I listen to Internet Radio primarily via a Logitech Squeezebox Duet. It's a great means to discover new music; however, the audio quality is often compromised by low streaming rates. The AVR-1 can't perform miracles but it can make listening to compressed audio bearable. A Glasgow-based Celtic station that I like sometimes dips down to 56 kbps, which is about as pleasant as listening to a dentist's drill. Even at this glacial rate,though,the AVR-1 delivered enough punch to keep me from turning the dial. When streaming audio jumped to 128 kbps, I was in happy land.
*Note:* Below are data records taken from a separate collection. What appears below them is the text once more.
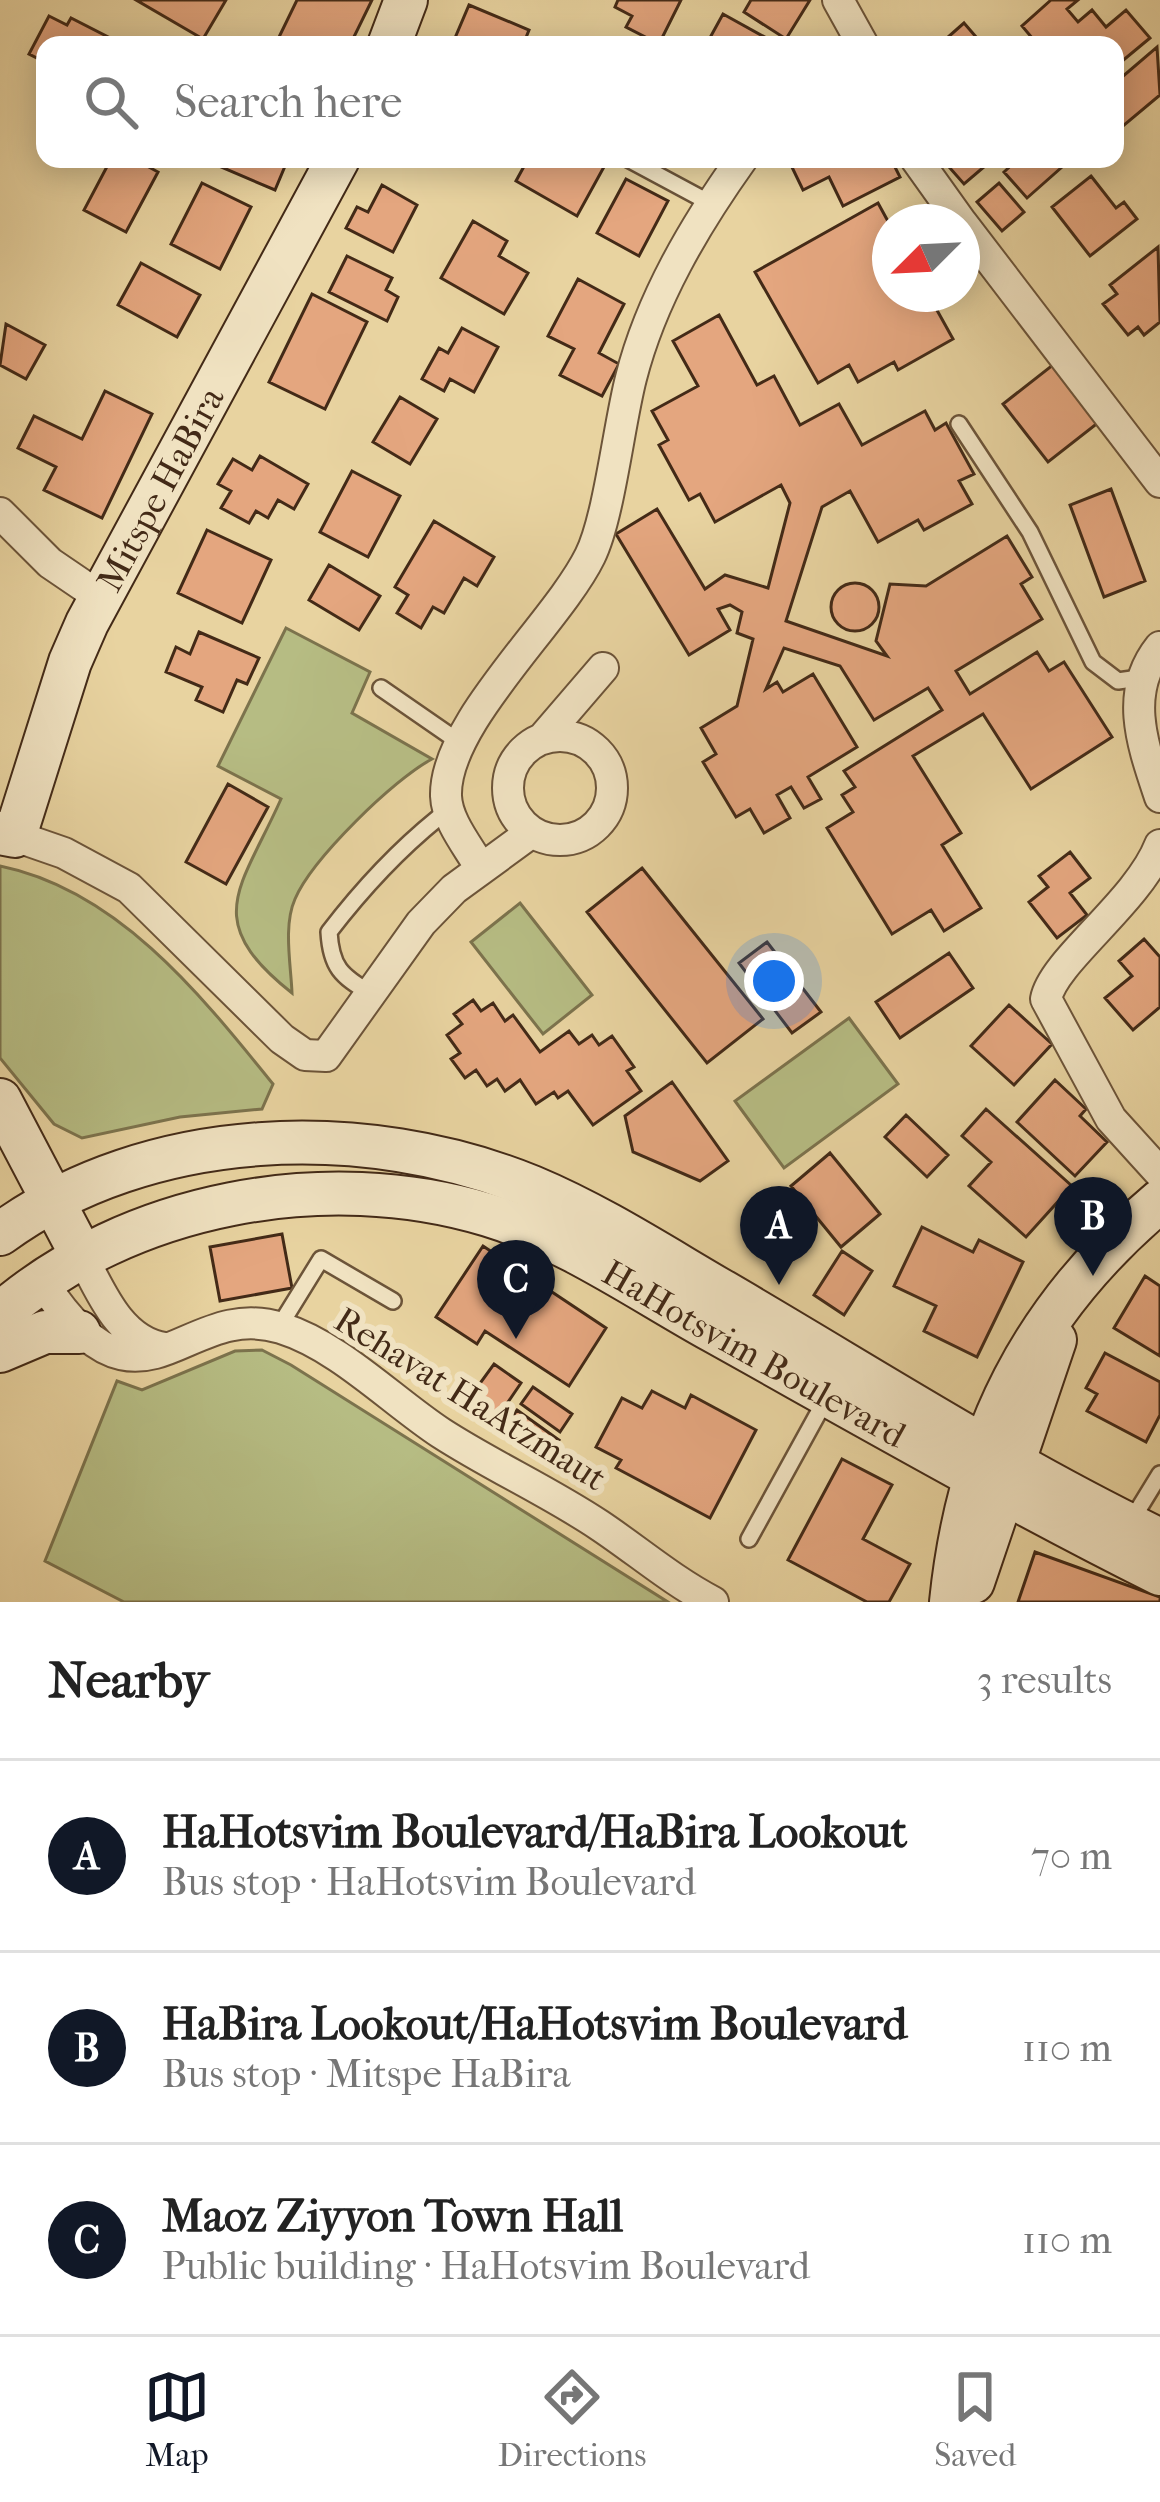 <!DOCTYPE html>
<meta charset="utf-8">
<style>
:root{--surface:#fff;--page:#f6f6f6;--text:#222;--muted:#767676;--line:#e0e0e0;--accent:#111827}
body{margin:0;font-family:"IM FELL French Canon",serif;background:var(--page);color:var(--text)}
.compass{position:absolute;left:872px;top:204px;width:108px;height:108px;border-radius:50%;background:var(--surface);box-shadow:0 6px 30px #0003;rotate:246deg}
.you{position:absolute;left:774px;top:981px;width:42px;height:42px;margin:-30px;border:9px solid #fff;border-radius:50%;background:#1a73e8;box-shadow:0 0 0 18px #1a73e833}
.badge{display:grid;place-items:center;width:78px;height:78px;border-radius:50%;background:var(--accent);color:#fff;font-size:39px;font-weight:700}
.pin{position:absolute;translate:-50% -99px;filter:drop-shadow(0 3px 6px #0008)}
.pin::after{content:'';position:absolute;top:63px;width:42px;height:36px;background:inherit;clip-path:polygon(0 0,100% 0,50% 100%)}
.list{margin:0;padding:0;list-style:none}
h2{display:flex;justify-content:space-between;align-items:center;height:156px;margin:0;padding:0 48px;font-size:51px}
h2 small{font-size:39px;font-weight:400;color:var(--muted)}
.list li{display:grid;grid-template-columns:78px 1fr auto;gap:36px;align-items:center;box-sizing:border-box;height:192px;padding:0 48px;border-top:3px solid var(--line)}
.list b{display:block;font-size:45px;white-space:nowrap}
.list p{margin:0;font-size:39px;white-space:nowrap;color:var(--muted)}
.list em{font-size:39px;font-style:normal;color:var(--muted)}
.icon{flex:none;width:66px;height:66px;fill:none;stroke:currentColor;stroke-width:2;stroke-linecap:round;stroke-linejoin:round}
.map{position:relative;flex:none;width:1160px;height:1602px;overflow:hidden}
.search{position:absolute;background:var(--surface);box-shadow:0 6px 30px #0003;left:36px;right:36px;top:36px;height:132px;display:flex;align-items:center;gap:30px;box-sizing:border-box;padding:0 42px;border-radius:24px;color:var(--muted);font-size:45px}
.sheet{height:732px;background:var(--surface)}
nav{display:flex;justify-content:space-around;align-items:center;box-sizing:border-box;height:168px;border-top:3px solid var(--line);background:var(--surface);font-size:33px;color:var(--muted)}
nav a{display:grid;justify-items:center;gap:6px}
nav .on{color:var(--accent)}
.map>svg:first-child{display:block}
.green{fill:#b6bc83;stroke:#7c734d;stroke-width:3}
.building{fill:#e4a67f;stroke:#432a17;stroke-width:3}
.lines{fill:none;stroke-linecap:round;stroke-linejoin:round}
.lane-casing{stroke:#6c5439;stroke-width:20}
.street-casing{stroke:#6c5439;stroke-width:34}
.secondary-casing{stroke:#432a17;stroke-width:46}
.lane{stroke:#f0e2c1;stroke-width:15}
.street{stroke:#f0e2c1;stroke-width:30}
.secondary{stroke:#f0e2c1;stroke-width:42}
.labels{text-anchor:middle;stroke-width:12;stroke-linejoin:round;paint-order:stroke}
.street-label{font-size:36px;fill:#432a17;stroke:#f0e2c1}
</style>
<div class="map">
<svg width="1160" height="1602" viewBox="0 0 1160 1602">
<rect width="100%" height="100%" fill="#e8d3a0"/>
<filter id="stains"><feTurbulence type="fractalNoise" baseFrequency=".00167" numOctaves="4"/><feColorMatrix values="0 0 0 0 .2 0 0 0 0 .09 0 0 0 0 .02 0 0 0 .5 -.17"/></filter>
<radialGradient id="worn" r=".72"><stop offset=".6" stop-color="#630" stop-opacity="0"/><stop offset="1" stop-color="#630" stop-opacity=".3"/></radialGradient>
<path class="green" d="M286,628L370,672L352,713L432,759C394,779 312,859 295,899C283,926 291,965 292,993C200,920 241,889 281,799L218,766Z
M0,866C118,890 201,995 273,1084L262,1109L180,1117L82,1138L54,1124L0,1058Z
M520,903L592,995L543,1034L471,942Z
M849,1018L898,1084L784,1168L735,1101Z
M262,1350L291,1365L668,1602H124L45,1561L117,1381L142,1390L235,1351Z"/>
<path class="building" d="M136,0H226L203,39Z
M297,0H372L350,45H296L279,37Z
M618,0H681L659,44L626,27L632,16L615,7Z
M751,0H810L786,39L744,12Z
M1051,0H1078L1067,9L1078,22L1092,10L1106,27L1126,10L1150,38L1115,67V45H1038L1022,26Z
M469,5L529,30L523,45H452Z
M723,14L779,45H706Z
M49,16L67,25L71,18L114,40L112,45H45V62L29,54Z
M964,23L983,45H939Z
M1157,47L1160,95L1123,126L1115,117V83Z
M111,159H134L158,172L126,232L84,210Z
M216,159H288L275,190L214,164Z
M528,159H595L605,165L577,216L516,181Z
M788,159H891L900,177L843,206L829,177L803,190Z
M942,159H979L985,166L964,184Z
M1018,159H1071L1027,198L1004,172Z
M1091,176L1116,208L1124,202L1137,219L1090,256L1052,207Z
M626,179L668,201L639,256L597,233Z
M202,183L251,207L220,269L171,244Z
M999,183L1024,212L1002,231L977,202Z
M382,185L417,205L393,252L346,228L357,207L368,212Z
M878,203L890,225V294H928L953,339L898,370L894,362L858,382L849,365L818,383L755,272Z
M473,221L507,241L499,256L528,273L504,314L441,278Z
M1158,247L1160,322L1144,335L1138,327L1128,335L1103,304L1117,294L1110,285Z
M347,256L392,278L386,290L398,297L387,321L329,292Z
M141,263L200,295L177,337L118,305Z
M578,279L624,304L599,353L619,364L602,396L560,375L574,349L548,336Z
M312,294L367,322L325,409L269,382Z
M719,315L757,385L774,376L800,425L839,404L862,445L925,411L935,430L946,423L974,474L959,481L972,504L924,530L918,520L878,542L850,491L822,507L786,621L887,656L876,641L890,584L926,586L1007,536L1032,577L1021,584L1042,619L956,671L970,694L1037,652L1049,671L1064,662L1112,737L1031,789L983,714L913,756L961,833L942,845L981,908L944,931L931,910L892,934L827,828L853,812L842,795L855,787L844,771L942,710L928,688L874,720L840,666L784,648L766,689L777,682L783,692L813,674L857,747L808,777L821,799L804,808L791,787L777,795L790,818L764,833L750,809L736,817L703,762L716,754L701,728L737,706L753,639L737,633L742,612L730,605L718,609L730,630L689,655L616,534L657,509L705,589L725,575L768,588L790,503L781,485L715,522L700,494L689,500L659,445L668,440L652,411L698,386L673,341Z
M6,324L45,345L26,379L0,365Z
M462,328L498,347L474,392L450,379L444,391L422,379L439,348L448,353Z
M1054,364L1099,422L1048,462L1003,404Z
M105,391L152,414L102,518L44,490L56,467L18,448L34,416L82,439Z
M400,397L437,419L410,464L373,442Z
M260,456L308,484L294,509L278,500L268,518L256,511L249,523L221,508L231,491L218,484L233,459L252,470Z
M352,471L400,496L368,557L320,532Z
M1111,489L1145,581L1104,597L1070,505Z
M434,521L494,557L477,586L464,578L444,613L433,607L421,628L397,613L408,595L395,587Z
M207,530L271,560L242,623L178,593Z
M329,565L380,596L359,630L309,600Z
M831 607a24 24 0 1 1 48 0a24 24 0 1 1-48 0Z
M199,632L259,658L247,684L237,680L223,712L196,700L202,687L166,672L176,647L190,654Z
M228,784L268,807L226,884L186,862Z
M1070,852L1090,878L1070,893L1087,915L1057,938L1029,902L1048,887L1039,876Z
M642,868L763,1019L707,1063L587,912Z
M1144,939L1160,957V1007L1133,1030L1105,998L1132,976L1119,961Z
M767,942L821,1012L792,1033L739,963Z
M949,953L973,988L900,1038L876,1002Z
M473,1000L481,1011L493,1003L505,1021L513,1015L540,1052L569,1031L579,1044L592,1035L599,1045L612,1036L634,1067L627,1071L641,1091L593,1125L568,1091L558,1098L554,1092L536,1104L520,1080L505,1091L497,1079L487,1086L476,1070L465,1078L451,1059L460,1053L447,1035L462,1024L454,1014Z
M1009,1005L1052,1044L1014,1085L971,1046Z
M1055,1080L1086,1109L1080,1116L1107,1142L1075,1176L1017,1122Z
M672,1082L728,1161L700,1181L633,1152L625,1116Z
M986,1109L1072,1186L1026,1237L969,1186L991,1162L962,1136Z
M906,1115L948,1155L927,1177L885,1137Z
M830,1153L880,1214L841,1247L791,1186Z
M922,1227L973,1252L979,1240L1023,1262L977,1357L924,1331L936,1306L894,1286Z
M282,1234L292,1288L220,1301L210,1247Z
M483,1246L606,1328L569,1386L485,1331L477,1344L436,1317Z
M842,1251L872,1271L844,1315L814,1295Z
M1145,1276L1160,1286V1356L1114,1328Z
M1105,1353L1160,1382V1415L1146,1442L1087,1411L1097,1394L1086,1388Z
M494,1364L521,1383L493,1424L465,1404Z
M533,1387L572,1414L560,1432L521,1404Z
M652,1391L685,1408L691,1395L756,1430L710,1518L616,1468L621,1460L596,1447L622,1398L642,1408Z
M517,1410L559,1440L544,1460L503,1431Z
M842,1459L892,1485L863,1539L910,1564L889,1602H867L788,1560Z
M1035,1552L1160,1597V1602H1018Z"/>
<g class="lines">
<defs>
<path id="lane" d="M628,159L710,203
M959,424L1030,532L1093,662L1118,681L1139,678
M381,688L462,744
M370,993C341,976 331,967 329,932C362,889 396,852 438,818L453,821
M279,1327L321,1259L393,1301
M1130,1523L1160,1474
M749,1539L826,1399"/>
<path id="street" d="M838,0L863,45
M916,159L961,222
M962,223L1160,482
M0,513L50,563L100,597
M1160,647C1123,693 1143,746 1160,797
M508 788a52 52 0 1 1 104 0a52 52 0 1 1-104 0Z
M542,739L603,668
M15,836L64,853L129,888L282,1039L305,1055L326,1056L421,923L454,889L532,832
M1160,845C1138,902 1053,961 1046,999L1111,1119L1160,1173
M481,869C469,847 447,822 446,796C444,723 557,623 590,556C609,518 619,424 631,378C651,299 695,225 742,159
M83,1258C101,1293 121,1342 165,1348
M43,1283C143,1435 182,1297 281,1328C339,1346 391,1400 441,1433C492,1466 548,1491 599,1525C638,1551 671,1580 713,1602"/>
<g id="secondary">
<path d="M389,45L406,0"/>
<path id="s1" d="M0,833L15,836L70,662L87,623L338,159"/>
<path d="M0,1100L83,1258"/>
<path d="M0,1234C149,1125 365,1119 532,1187C599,1215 662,1256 724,1292C868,1376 1010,1468 1160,1540"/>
<path id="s2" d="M0,1314C128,1202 326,1166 488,1215C567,1239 641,1291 713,1331C862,1414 1008,1498 1160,1574"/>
<path d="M0,1351L45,1332H79"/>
<path d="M973,1582L1055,1340"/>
<path d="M951,1602C968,1436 1032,1308 1160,1201"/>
</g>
</defs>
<use href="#lane" class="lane-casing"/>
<use href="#street" class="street-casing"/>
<use href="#secondary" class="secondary-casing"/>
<use href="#lane" class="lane"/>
<use href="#street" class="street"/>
<use href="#secondary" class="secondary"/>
</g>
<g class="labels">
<g class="street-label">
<text dy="13" stroke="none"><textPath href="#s1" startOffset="393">Mitspe HaBira</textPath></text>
<text dy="13" stroke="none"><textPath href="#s2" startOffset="819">HaHotsvim Boulevard</textPath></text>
<text transform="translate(471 1398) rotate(32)" y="13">Rehavat HaAtzmaut</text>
</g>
</g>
<rect width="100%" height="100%" filter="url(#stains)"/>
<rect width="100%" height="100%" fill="url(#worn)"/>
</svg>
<svg class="compass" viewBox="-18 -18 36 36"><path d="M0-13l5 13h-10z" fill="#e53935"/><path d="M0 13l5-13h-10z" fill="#767676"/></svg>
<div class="you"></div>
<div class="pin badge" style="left:779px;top:1285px">A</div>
<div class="pin badge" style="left:1093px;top:1276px">B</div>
<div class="pin badge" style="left:516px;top:1339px">C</div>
<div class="search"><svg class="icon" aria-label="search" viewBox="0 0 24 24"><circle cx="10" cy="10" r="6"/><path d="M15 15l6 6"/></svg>Search here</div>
</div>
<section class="sheet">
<h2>Nearby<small>3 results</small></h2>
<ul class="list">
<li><span class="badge">A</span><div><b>HaHotsvim Boulevard/HaBira Lookout</b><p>Bus stop · HaHotsvim Boulevard</p></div><em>70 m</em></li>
<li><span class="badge">B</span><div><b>HaBira Lookout/HaHotsvim Boulevard</b><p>Bus stop · Mitspe HaBira</p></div><em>110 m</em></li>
<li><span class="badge">C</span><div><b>Maoz Ziyyon Town Hall</b><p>Public building · HaHotsvim Boulevard</p></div><em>110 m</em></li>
</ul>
</section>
<nav>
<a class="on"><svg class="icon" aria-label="map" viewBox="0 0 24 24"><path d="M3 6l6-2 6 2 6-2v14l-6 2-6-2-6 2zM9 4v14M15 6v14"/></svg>Map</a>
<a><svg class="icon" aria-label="directions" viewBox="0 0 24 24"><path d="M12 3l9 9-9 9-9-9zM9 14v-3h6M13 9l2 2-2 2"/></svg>Directions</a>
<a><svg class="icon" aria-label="saved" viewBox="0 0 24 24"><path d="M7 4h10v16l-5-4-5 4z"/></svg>Saved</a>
</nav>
Consumers have hundreds of A/V receivers to choose from these days. Everyone wants the same thing: easy setup, reliable performance, good sound, compatibility with sources and current sound formats. The AVR-1 does it all, but it's in the sound department that it steps away from the competition. In the audiophile world, A/V receivers are often viewed with suspicion, not because they can't do nearly every trick in the book, but because they can do nearly every trick. The purest signal path is the grail, so incorporating exotic processing modes can only interfere with the signal chain and, ultimately, the final sound suffers. That AudioControl has produced a feature-laden unit to satisfy the tech-iest home theater buff while maintaining high-end sound is the AVR-1's greatest triumph. AudioControl backs it all up with a comprehensive 5-year parts and labor warranty.